Dr. Anthony LoPresti
Associate Professor, Religious and Theological Studies
I am very interested in moral decision making and how the surrounding culture plays a role, often hidden, in the ways we perceive what is or is not a problem, and the ways in which we choose to interact with the people and problems we encounter. For a long time, I have been interested in the ways consumer society influences our values, our criteria for success, and our notion of what constitutes "the good life." More recently I have studied the ways in which systemic racism and white privilege are operative in the culture, usually without being fully recognized by those in majority groups. Hovering over these academic pursuits is an ever-growing attentiveness to the scholarship of teaching and learning. How do students learn best? What are the most effective teaching techniques? What kind of curriculum is of greatest value to students in the 21st century? Questions such as these are constantly part of my research agenda.

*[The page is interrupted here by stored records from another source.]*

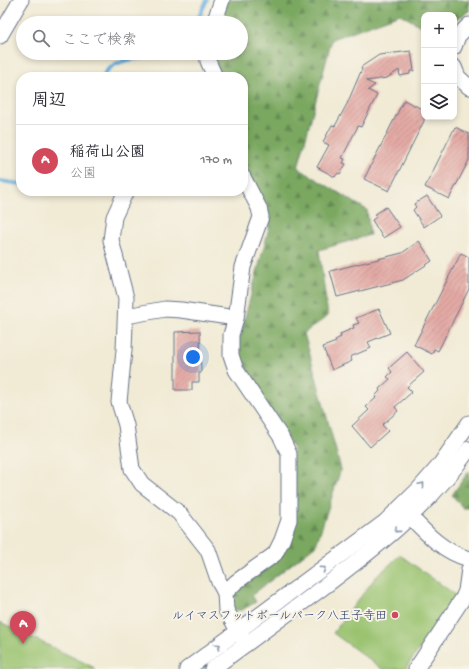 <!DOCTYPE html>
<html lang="ja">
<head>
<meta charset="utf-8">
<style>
	:root { --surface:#fff; --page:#f7f7f7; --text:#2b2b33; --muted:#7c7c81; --line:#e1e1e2; --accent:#d1495b }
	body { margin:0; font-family:"Gochi Hand","Klee One",sans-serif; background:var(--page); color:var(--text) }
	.controls { position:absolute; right:12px; top:12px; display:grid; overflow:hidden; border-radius:8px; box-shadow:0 2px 6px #0003 }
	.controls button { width:36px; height:36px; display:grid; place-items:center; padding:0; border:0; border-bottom:1px solid var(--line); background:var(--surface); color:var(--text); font:20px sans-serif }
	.you { position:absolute; left:193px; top:357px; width:14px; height:14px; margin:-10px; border:3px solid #fff; border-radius:50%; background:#1a73e8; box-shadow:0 0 0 6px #1a73e833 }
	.badge { display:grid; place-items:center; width:26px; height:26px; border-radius:50%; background:var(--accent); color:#fff; font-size:13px; font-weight:700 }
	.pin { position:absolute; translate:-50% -33px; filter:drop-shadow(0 1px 2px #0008) }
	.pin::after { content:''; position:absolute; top:21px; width:14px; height:12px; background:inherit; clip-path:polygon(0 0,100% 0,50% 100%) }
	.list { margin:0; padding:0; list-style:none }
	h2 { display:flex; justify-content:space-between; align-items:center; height:52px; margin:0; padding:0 16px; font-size:17px }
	h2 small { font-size:13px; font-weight:400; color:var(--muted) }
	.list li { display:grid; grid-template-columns:26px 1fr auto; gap:12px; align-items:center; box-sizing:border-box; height:72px; padding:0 16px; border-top:1px solid var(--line) }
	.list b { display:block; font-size:15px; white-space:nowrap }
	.list p { margin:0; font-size:13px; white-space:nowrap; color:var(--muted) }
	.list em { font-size:13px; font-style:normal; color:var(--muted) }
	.icon { flex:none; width:22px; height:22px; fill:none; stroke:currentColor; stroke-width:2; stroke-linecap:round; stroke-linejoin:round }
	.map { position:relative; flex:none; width:469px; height:669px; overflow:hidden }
	.search { position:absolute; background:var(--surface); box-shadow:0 2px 6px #0003; left:16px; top:16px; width:232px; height:44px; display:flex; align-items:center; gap:10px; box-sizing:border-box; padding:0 14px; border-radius:22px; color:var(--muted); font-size:15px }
	.panel { position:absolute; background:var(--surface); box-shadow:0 2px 6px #0003; left:16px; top:72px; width:232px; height:124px; border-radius:16px }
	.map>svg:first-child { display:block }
	.green { fill:#99c26e; stroke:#5a7866 }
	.forest { fill:url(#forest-firs); stroke:#4a6c60 }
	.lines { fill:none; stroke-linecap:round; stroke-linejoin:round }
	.stream { stroke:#67b0df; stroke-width:4 }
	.building { fill:url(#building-hatch) }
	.minor-casing { stroke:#667188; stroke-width:17 }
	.minor { stroke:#fff; stroke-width:15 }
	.oneway { stroke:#8d97ae }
	.poi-dot { fill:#d1495b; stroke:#f7f3e8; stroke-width:1.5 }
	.labels { text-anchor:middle; stroke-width:4; stroke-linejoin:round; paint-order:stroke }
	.poi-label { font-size:12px; fill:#1b2f5e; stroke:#f7f3e8; text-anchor:end }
</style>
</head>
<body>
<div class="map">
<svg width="469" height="669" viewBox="0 0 469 669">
	<defs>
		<pattern id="forest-firs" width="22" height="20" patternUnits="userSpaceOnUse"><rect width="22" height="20" fill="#7aa861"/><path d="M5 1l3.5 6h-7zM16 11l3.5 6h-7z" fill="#638953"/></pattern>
		<pattern id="building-hatch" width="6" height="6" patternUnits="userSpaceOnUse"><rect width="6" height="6" fill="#e4aaa5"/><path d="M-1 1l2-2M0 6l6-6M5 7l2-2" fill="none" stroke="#b88b8a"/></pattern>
	</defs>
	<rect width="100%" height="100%" fill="#f7f3e8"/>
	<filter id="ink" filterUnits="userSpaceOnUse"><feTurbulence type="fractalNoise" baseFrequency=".025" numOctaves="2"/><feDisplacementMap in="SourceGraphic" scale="8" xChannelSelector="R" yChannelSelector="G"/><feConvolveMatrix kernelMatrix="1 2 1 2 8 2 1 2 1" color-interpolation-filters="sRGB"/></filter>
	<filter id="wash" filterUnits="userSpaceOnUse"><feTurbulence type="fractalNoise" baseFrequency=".012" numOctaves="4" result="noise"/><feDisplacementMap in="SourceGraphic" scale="16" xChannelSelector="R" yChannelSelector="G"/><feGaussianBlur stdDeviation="0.9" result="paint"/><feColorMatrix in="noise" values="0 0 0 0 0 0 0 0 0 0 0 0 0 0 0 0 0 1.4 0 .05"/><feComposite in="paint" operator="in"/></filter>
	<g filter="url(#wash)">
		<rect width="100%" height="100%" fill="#f1ebd5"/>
		<g class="green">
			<polygon points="400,555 457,596 405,669 382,669 333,633 375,578"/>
			<polygon points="0,622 91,666 95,669 0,669"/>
		</g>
		<g class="forest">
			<polygon points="227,0 469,0 469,11 454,21 454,15 424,15 424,28 400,14 332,39 298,168 367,210 370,235 319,250 328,316 304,333 341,469 316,545 252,595 256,602 242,610 231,610 233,596 239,589 284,552 293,449 242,366 238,356 238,343 269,228 270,215 243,167 243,77 220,77 213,53 241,53 241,23 220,23"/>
			<polygon points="469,471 469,508 463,508 452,495"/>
		</g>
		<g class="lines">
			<g class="stream">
				<polyline points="196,23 207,0"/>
				<path d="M103,77C113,52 157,61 179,53"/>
				<polyline points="0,181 21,184"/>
			</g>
		</g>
		<g id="blocks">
			<g class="building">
				<polygon points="411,51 414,71 410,71 410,74 400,76 399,70 387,78 366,81 375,85 368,90 377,95 361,127 358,126 342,158 345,159 343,163 346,164 340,174 338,173 335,177 317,167 329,145 323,142 332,125 335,126 347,104 362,69 361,67 379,55"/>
				<polygon points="404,100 424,110 424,121 389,191 364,179"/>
				<polygon points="455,127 469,134 469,160 449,199 425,187"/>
				<polygon points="427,196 440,216 424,227 413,210 416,207 414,204"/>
				<polygon points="386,207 400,227 383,238 372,220 376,217 374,215"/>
				<polygon points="419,241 432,261 403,280 337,297 330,271 402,253"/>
				<polygon points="461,253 469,257 469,289 438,351 434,349 432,354 414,345"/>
				<polygon points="379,309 390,333 368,342 371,348 350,357 352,361 332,370 323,347 336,342 335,340 341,337 340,334 354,328 353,325 359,323 356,318"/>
				<polygon points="200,331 201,373 199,373 199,382 192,382 192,390 175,390 175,332"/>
				<polygon points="407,352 424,372 407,387 412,392 395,407 398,411 382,425 388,431 370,447 352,426 369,410 366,407 376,398 375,396 380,391 379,389 390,379 387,377 392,372 389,368"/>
			</g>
		</g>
	</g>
	<g filter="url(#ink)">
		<use href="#blocks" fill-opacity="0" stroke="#667188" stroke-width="1"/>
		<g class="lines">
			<g class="minor-casing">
				<g id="minor">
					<polyline points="214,23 222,0"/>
					<polyline points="0,36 21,0"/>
					<polyline points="454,47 458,36 469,25"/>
					<polyline points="207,53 208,61 215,77"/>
					<polyline points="454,67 458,77 469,87"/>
					<polyline points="243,177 259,208 261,217 243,267 236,318 231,335 231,355 236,370 281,437 289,454 289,520 282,540 275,554 236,582 225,593 226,610 246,644"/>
					<polyline points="126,191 114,217 111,240 126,298 124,350 119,402 126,425 132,469 142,484 179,513 208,550 219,582 225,593"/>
					<polyline points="126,316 165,309 181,310 236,318"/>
					<path d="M405,511C424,531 442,552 469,559"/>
					<polyline points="187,669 385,522 418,490 439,466 469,423"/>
					<path d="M212,669C247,643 282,618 317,592C377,547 425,511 469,449"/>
					<polyline points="416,669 463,598 466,591 469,569"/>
				</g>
			</g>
			<use href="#minor" class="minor"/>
		</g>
		<defs><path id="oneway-chevron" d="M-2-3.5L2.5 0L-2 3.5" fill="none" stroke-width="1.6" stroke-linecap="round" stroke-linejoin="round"/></defs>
		<g class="oneway">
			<use href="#oneway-chevron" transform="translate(422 485) rotate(-49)"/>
			<use href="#oneway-chevron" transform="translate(397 530) rotate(139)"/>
			<use href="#oneway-chevron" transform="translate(323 569) rotate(-36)"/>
			<use href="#oneway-chevron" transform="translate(218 646) rotate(-36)"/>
		</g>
	</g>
	<circle class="poi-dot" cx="395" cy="615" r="4"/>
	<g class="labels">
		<g class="poi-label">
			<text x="387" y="619">ルイマスフットボールパーク八王子寺田</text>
		</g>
	</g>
</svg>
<div class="controls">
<button>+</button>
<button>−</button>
<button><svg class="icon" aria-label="layers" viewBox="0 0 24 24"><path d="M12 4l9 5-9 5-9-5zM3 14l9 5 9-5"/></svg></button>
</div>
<div class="you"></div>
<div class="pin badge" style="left:23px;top:644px">A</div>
<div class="search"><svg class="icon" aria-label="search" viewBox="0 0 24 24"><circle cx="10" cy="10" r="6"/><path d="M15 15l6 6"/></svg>ここで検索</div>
<section class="panel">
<h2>周辺<small></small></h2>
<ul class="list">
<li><span class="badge">A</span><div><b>稲荷山公園</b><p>公園</p></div><em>170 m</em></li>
</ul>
</section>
</div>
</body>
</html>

When I was in college it took me a long time to decide on a major; even at graduation I did not have a well-defined sense of what my career might be. I ultimately chose mathematics and had a vague notion that I would find a job in the business world somewhere, but it took me awhile to find my true calling. Initially I took the business route, hired by IBM as a marketing representative and finding considerable success and enjoyment through seven years in the field. But my undergraduate courses in the liberal arts left me searching for something more in life, a way to find greater personal fulfillment that also contributed to the good of society in a meaningful way. Experience as a "big brother" to some inner-city kids eventually led me to a full-time volunteer commitment at Covenant House, a crisis center for street kids in the Times Square area of New York which, at the time, was filled with homeless people, drug dealers, prostitutes and their pimps, and street-smart kids trying to survive in harsh and dangerous conditions. My experience over the next 21 months was transformative on many levels, so much so that I found it very difficult to return to my IBM duties as if I were the same old person. Within a year I resigned from IBM and enrolled in graduate studies in theology and ethics. I initially focused on social justice issues, but over time I also became very interested in sexual and biomedical ethics. All of the questions those issues raise remain with me today, and you will often find me teaching courses that take up the "Big Questions" that I have been thinking about for so many years. I have also found that looking through a Christian lens can be very helpful in discerning the good that we should pursue in life, and the kind of people we should strive to become. Those of us who work in theological ethics also need to listen to scientists, social scientists, philosophers, physicians, pastoral ministers and people from all walks of life that look at some of the same issues through different lenses. I find the interdisciplinary conversation highly stimulating, and very much in keeping with the long-standing Catholic intellectual tradition that animates the Department of Religious and Theological Studies.